Exercise goal: Return exactly the lines from the one that contains "Task: Dump the" up to the last line of the listing, and nothing else.

Source records:

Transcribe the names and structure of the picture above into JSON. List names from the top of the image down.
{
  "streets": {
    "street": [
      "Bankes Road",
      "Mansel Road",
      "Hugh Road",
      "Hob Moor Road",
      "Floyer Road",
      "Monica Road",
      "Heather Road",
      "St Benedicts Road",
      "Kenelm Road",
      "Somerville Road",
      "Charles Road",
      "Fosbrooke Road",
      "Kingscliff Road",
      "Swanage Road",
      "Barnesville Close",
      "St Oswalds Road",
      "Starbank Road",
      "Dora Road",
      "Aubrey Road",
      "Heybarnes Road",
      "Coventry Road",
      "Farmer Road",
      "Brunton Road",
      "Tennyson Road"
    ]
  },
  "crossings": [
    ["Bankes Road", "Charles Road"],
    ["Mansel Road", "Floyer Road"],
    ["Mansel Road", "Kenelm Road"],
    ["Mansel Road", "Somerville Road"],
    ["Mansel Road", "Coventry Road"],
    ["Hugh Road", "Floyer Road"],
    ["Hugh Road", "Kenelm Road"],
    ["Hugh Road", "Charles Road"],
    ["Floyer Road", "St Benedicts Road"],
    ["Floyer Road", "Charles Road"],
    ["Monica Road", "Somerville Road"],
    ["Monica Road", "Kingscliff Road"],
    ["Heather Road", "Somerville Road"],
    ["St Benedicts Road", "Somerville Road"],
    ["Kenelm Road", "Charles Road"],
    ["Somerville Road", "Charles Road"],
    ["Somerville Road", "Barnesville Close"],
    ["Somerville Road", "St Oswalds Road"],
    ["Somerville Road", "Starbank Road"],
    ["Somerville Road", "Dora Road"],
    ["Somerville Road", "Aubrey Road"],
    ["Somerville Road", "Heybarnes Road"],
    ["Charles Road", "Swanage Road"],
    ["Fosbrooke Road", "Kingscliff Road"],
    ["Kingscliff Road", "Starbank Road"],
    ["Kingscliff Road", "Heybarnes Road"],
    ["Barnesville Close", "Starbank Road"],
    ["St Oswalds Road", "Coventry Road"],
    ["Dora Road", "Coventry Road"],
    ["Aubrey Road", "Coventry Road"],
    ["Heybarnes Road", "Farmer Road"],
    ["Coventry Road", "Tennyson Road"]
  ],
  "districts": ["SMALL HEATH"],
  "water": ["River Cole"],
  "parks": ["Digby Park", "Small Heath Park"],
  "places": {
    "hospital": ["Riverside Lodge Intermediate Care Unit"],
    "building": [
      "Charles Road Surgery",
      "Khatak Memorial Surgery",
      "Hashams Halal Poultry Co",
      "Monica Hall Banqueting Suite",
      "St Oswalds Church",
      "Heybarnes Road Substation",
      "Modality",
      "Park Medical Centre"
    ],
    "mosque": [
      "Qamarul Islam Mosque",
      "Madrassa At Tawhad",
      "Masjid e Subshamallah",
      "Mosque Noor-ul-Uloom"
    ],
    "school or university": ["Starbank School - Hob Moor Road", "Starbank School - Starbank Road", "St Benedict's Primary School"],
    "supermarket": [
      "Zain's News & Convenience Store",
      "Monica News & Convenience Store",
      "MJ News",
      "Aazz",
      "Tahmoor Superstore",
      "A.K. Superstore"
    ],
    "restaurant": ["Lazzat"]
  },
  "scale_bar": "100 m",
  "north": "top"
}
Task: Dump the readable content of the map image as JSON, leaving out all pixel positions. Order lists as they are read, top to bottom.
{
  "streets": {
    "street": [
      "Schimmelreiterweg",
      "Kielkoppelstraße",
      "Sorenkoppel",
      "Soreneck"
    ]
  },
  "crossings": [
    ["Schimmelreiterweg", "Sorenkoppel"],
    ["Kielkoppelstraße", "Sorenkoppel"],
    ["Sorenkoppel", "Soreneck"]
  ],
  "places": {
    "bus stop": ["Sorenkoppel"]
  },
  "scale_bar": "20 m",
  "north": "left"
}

Solution to the exercise:
Task: Dump the readable content of the map image as JSON, leaving out all pixel positions. Order lists as they are read, top to bottom.
{
  "streets": {
    "street": [
      "Schimmelreiterweg",
      "Kielkoppelstraße",
      "Sorenkoppel",
      "Soreneck"
    ]
  },
  "crossings": [
    ["Schimmelreiterweg", "Sorenkoppel"],
    ["Kielkoppelstraße", "Sorenkoppel"],
    ["Sorenkoppel", "Soreneck"]
  ],
  "places": {
    "bus stop": ["Sorenkoppel"]
  },
  "scale_bar": "20 m",
  "north": "left"
}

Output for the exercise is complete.